Task input
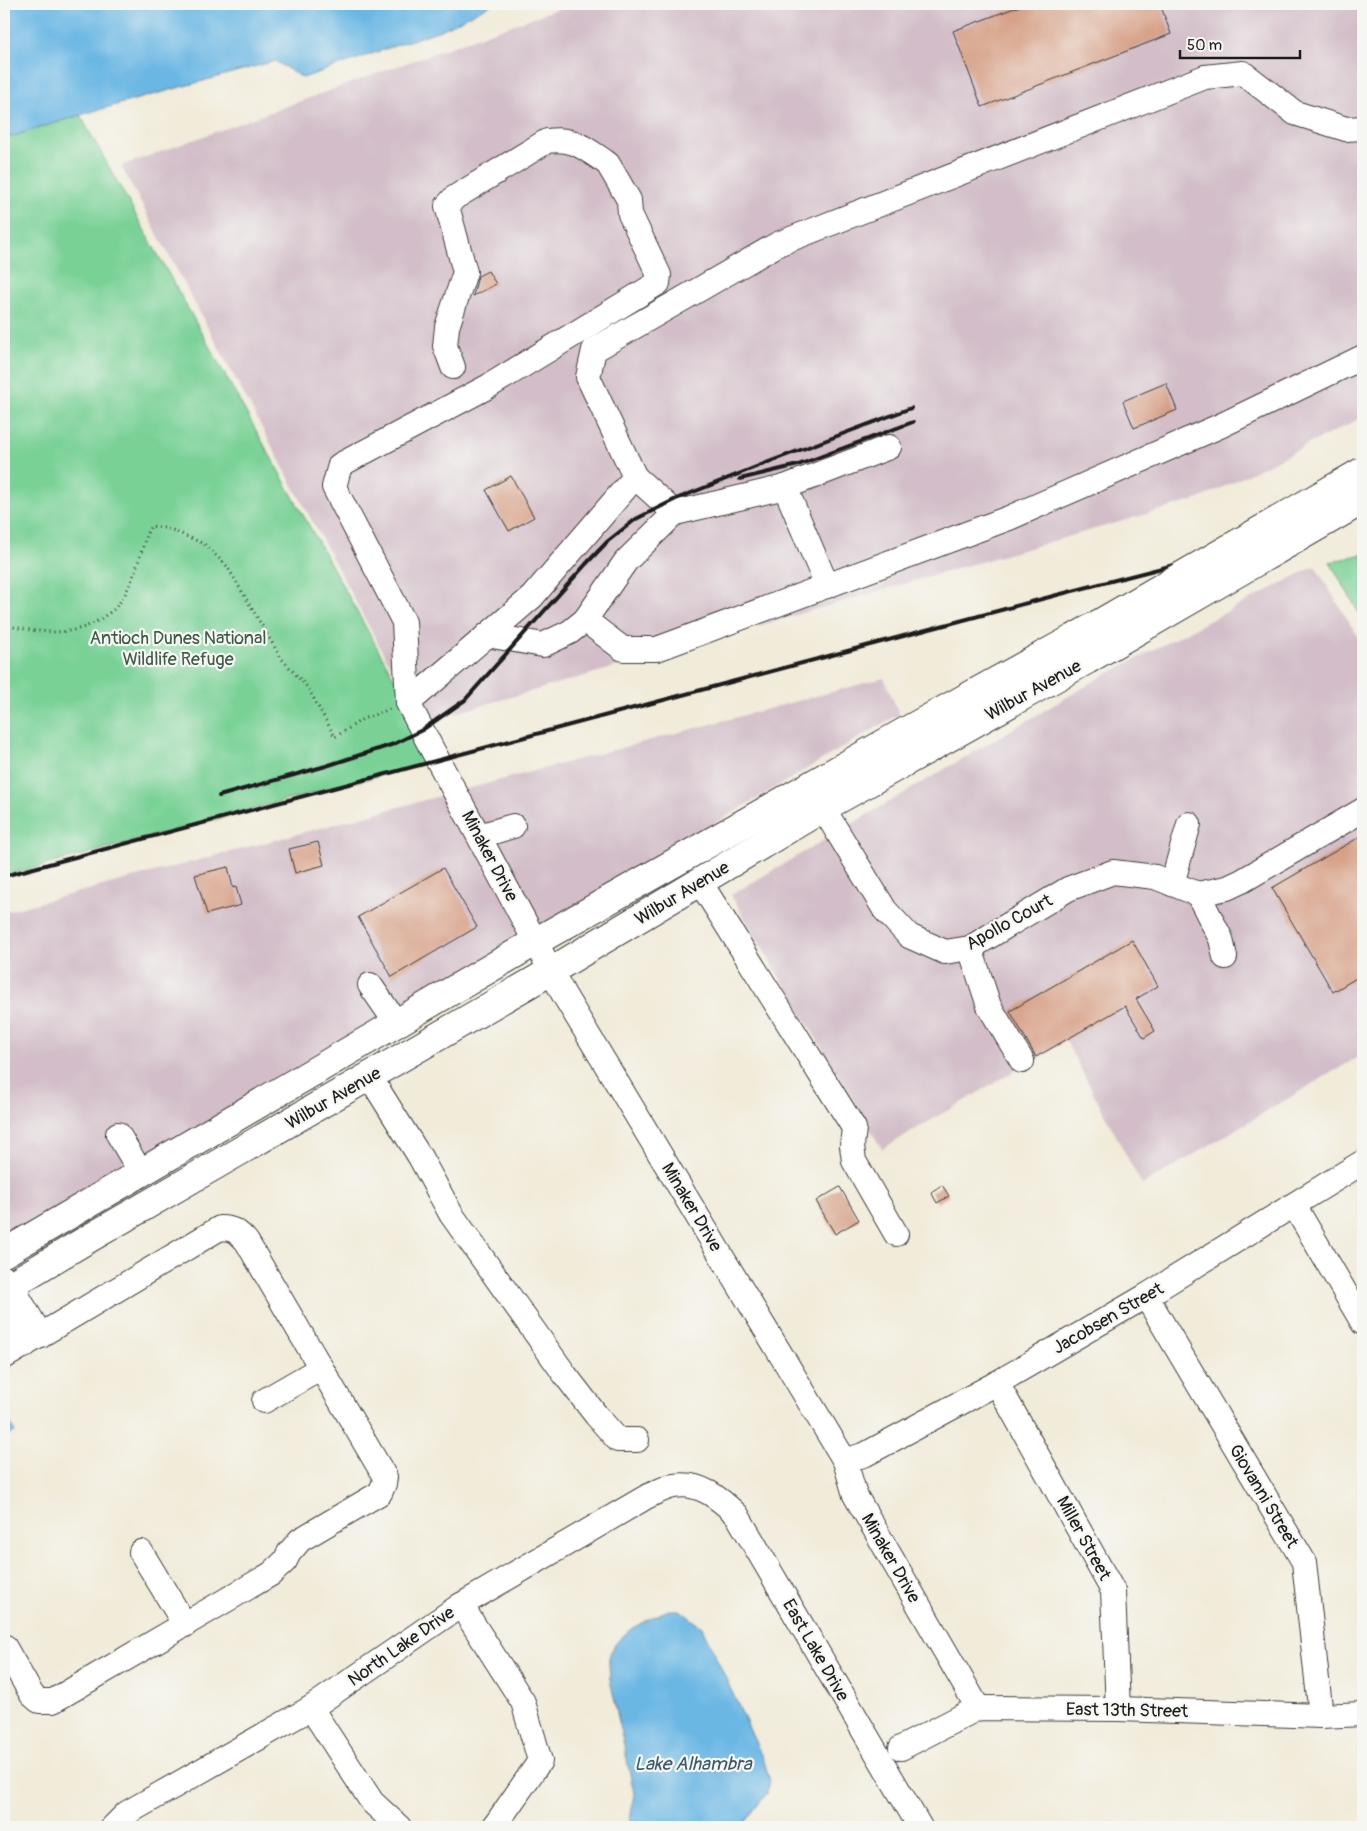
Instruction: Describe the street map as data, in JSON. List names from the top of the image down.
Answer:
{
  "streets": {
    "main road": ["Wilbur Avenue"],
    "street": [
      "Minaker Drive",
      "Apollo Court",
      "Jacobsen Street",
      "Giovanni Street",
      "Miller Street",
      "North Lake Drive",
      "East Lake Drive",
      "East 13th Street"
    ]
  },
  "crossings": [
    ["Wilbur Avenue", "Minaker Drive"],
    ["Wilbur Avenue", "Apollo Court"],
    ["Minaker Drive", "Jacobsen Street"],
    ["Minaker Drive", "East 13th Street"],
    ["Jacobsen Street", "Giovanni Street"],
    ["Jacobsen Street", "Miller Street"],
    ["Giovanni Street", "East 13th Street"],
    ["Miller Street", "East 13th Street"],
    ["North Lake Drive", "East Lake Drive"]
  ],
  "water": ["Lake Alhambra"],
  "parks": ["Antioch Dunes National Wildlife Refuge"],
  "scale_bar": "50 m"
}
...
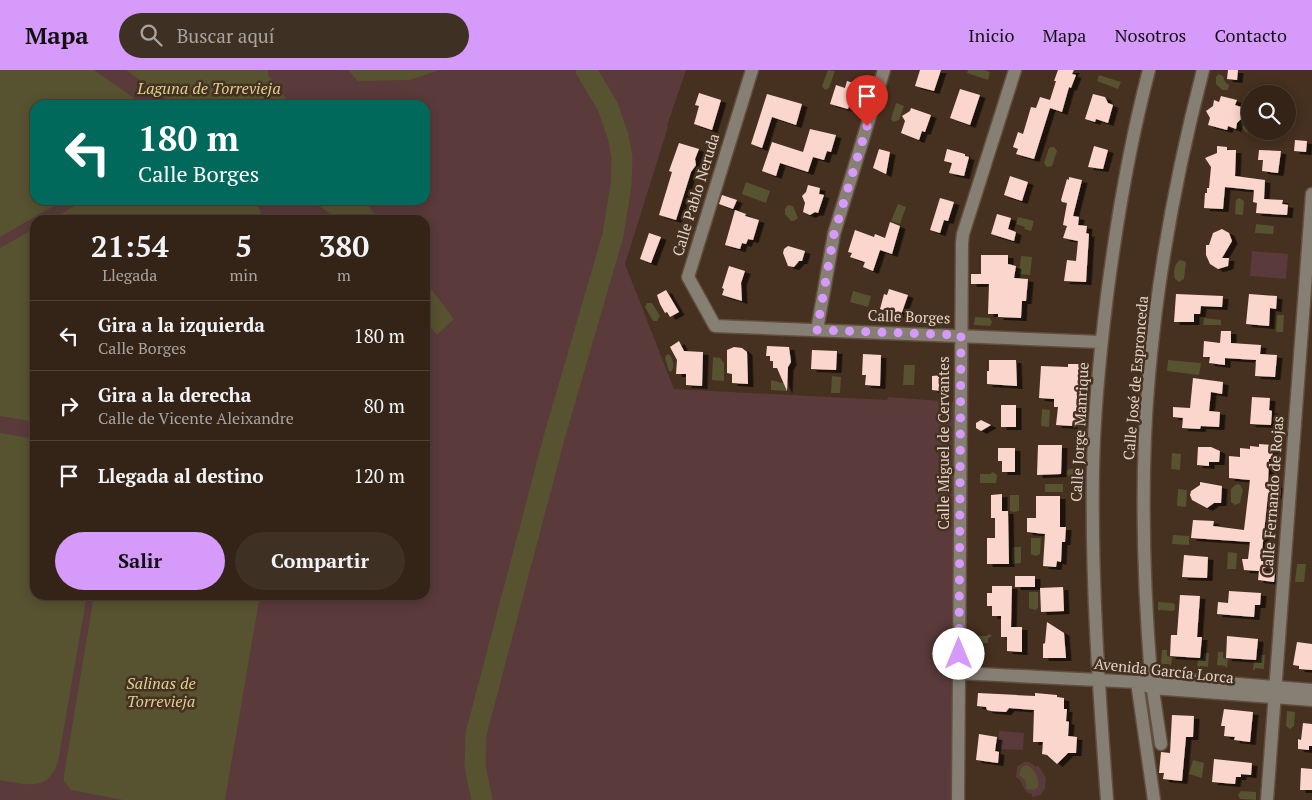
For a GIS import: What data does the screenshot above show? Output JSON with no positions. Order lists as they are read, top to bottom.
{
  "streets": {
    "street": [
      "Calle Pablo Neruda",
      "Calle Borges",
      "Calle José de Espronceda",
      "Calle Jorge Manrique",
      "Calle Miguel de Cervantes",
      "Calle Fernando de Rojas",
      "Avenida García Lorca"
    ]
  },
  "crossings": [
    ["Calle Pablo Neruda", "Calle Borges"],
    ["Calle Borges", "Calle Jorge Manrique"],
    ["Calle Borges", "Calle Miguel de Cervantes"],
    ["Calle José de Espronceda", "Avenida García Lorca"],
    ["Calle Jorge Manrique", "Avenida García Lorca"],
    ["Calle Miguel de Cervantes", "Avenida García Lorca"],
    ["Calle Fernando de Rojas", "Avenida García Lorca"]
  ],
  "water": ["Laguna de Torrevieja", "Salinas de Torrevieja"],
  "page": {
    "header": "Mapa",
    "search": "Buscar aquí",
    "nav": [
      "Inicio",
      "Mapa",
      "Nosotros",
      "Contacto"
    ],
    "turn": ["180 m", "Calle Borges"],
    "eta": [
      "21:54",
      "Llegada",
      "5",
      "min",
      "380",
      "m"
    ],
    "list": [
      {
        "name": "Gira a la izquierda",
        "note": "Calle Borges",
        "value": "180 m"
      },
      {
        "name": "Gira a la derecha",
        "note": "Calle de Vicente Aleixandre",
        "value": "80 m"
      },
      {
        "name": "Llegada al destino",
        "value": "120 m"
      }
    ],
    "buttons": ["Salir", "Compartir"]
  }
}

Brief
Looking at the entries, work out how many lines include the word "Apollo" and give the number by itself.

Completed exercise
2